# I think I've hit the jackpot, copper betta!



## rawxy (Dec 6, 2013)

I decided to stop by petco yesterday and this gem caught my eye. He's a purple-ish gold/silver copper with a splash of red. He is seriously the most gorgeous betta I've ever seen in person.....I had to take him home cause he's obviously gorgeous but his fin rot needed to be treated before it gets worse. He is thriving and is the most active and aggressive fish out of all of my boys. Ugh I can't stop watching him lol. Sorry for all the picture spams!


















































































and here's a video of him flaring and swimming around 



and today i went to a petco at a different location and saw these handsome boys!


----------



## Sena Hansler (Aug 24, 2011)

And then you came home with them too.


Right?



RIGHT?! :lol:


----------



## ilovebetta143ok (Apr 21, 2014)

wow! so beautifuL


----------



## PieTime (Mar 16, 2014)

Wow, nice find! Funny, I've never seen the "Rose petal" label at any of my Petco's


----------



## lulubell5 (Mar 29, 2014)

is the fin rot on his top fin? my new betta has the same thing and actually looks similar. his top fin looks almost identical to your bettas top fin


----------



## lulubell5 (Mar 29, 2014)

this is my boy and his fins


----------



## rawxy (Dec 6, 2013)

lulubell5 said:


> is the fin rot on his top fin? my new betta has the same thing and actually looks similar. his top fin looks almost identical to your bettas top fin


What a beautiful boy! My boys fin rot is on his bottom fin. Yeah their top fin looks similar and so is the coloration....I think they may be brothers?!


----------



## Fawnleaf (Aug 31, 2010)

Wow he's so cute!!  Beautiful dragon-scaling (is that a verb??  ) Lucky to find a fish like him in a petco!! Congrats!!! Good luck with the fin rot!


----------



## lulubell5 (Mar 29, 2014)

rawxy said:


> What a beautiful boy! My boys fin rot is on his bottom fin. Yeah their top fin looks similar and so is the coloration....I think they may be brothers?!

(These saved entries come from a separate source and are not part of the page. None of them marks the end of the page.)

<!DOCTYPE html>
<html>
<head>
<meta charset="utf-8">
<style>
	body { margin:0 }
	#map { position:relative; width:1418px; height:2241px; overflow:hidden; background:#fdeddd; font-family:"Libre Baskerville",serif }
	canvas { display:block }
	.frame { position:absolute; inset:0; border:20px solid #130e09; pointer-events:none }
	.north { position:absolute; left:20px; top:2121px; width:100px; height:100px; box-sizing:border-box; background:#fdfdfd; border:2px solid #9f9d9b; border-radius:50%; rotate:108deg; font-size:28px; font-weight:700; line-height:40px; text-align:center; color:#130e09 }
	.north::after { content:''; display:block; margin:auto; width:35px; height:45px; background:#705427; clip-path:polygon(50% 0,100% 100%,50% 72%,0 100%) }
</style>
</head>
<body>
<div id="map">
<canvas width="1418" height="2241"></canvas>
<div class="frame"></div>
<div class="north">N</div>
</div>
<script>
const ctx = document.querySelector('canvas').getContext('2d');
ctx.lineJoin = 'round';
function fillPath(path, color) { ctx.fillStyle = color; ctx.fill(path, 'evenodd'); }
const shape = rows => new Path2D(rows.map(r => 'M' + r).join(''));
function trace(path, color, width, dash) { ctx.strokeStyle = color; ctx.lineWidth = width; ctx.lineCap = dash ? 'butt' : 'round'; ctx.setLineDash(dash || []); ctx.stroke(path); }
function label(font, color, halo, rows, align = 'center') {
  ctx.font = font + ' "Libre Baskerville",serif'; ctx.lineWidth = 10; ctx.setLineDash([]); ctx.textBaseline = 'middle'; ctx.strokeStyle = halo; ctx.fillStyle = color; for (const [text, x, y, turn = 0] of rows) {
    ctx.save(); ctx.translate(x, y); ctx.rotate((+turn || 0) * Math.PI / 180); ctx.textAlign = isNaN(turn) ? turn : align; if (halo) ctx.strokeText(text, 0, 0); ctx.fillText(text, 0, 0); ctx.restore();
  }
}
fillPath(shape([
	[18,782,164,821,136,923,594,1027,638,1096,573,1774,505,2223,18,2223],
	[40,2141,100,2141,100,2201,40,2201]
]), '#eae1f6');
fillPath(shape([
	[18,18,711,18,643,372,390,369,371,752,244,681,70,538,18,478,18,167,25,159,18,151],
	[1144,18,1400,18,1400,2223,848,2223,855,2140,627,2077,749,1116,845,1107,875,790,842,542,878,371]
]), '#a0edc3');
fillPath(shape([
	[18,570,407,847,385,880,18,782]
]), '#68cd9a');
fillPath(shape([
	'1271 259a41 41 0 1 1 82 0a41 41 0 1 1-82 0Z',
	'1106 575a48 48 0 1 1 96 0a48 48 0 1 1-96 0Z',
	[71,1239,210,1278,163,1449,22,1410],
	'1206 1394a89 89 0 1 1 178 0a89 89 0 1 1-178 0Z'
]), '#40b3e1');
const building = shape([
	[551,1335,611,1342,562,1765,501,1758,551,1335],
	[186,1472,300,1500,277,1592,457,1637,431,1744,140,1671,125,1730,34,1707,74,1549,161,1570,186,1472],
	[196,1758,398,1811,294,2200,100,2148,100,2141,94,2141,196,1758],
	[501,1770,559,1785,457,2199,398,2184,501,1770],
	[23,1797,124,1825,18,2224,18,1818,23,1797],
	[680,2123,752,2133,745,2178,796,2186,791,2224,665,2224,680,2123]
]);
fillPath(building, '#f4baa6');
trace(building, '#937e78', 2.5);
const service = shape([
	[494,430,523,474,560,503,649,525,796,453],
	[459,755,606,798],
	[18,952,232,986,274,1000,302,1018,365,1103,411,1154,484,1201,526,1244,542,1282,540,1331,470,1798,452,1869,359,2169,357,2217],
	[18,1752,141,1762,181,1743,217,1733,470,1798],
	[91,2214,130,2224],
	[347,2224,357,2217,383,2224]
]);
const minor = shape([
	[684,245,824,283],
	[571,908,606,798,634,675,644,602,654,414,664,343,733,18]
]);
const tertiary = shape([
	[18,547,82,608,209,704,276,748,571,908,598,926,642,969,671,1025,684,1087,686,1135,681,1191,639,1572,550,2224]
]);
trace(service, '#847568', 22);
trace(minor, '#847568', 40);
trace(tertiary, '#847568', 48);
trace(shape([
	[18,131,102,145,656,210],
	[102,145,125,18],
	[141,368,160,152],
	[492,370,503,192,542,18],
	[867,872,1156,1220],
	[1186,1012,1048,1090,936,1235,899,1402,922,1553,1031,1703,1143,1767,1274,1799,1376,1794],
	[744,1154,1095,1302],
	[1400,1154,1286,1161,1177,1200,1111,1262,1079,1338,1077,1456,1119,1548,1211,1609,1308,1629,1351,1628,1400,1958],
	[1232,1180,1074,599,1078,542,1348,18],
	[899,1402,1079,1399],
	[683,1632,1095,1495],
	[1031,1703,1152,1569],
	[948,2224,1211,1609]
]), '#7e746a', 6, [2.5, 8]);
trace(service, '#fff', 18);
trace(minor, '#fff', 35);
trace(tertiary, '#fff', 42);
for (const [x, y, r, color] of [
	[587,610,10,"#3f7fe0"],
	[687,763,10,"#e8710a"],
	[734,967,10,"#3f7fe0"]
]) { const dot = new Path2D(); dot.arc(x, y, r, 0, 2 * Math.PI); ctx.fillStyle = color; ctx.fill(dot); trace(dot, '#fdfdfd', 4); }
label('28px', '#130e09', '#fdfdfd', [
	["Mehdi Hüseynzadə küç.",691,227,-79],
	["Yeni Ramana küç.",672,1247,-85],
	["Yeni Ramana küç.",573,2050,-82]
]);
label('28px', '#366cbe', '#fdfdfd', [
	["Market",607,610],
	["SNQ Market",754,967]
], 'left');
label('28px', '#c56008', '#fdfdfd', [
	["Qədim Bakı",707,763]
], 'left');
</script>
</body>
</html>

ok. good. i got worried! yeah i know they look so similar!!!


----------



## IcyFin (Jan 26, 2014)

Very handsome boy!! Sometimes Petco has some gorgeous bettas hidden on their shelves!


----------



## BlueLacee (Dec 8, 2013)

Sena Hansler said:


> And then you came home with them too.
> 
> 
> Right?
> ...


Hahaha, made me laugh. That's what would happen to me. 

He is beautiful btw. Great find.


----------



## rawxy (Dec 6, 2013)

Sena Hansler said:


> And then you came home with them too.
> 
> 
> Right?
> ...


Lol!!! I wish! Thanks guys! He was labeled as a dragon scale instead of a halfmoon! I saved $5! Lol.


----------



## Sena Hansler (Aug 24, 2011)

Nice!! Here dragonscale goes for a lot more than anything else.


----------



## ilovebetta143ok (Apr 21, 2014)

are they expensive?


----------



## Sena Hansler (Aug 24, 2011)

:lol: For me on average a dragonscale (outside of Petsmart) would cost about 25.00... Minimum. Petsmart did have "dragon scale" before at about 15.00. But now everything is just "Halfmoon" :lol:


----------



## TerriGtoo (Jul 2, 2013)

Probably a misprint and they meant to make it say "Rosetail". Or hoped somebody out there thinks that "OMG....a NEW type of betta!" and hope they buy them. LOL



PieTime said:


> Wow, nice find! Funny, I've never seen the "Rose petal" label at any of my Petco's


----------



## appleandpebble (Mar 15, 2014)

that's a beauty.


----------



## MameJenny (Jun 11, 2012)

Ooh, he's gorgeous! I got a copper male from Petco last week. He looks similar to your boy, except he doesn't have the red coloring. There have been some gorgeous bettas at Petco lately.


----------



## DianeA7X (Feb 13, 2014)

gorgeous. i bought a new baby betta. first time owning a baby. i posted a couple of pics like a minute ago. they had some pretty ones.


----------



## Rosalinds (Feb 15, 2014)

Wow, beautiful boy! I love how you can see his spunky personality in some of his pictures.  He also looks like one of those bettas that are amazing in person and pictures can't fully do them justice. (not that he isn't still beautiful in the pictures!


----------



## NeelixandMe (Apr 26, 2014)

Stunning fish!


----------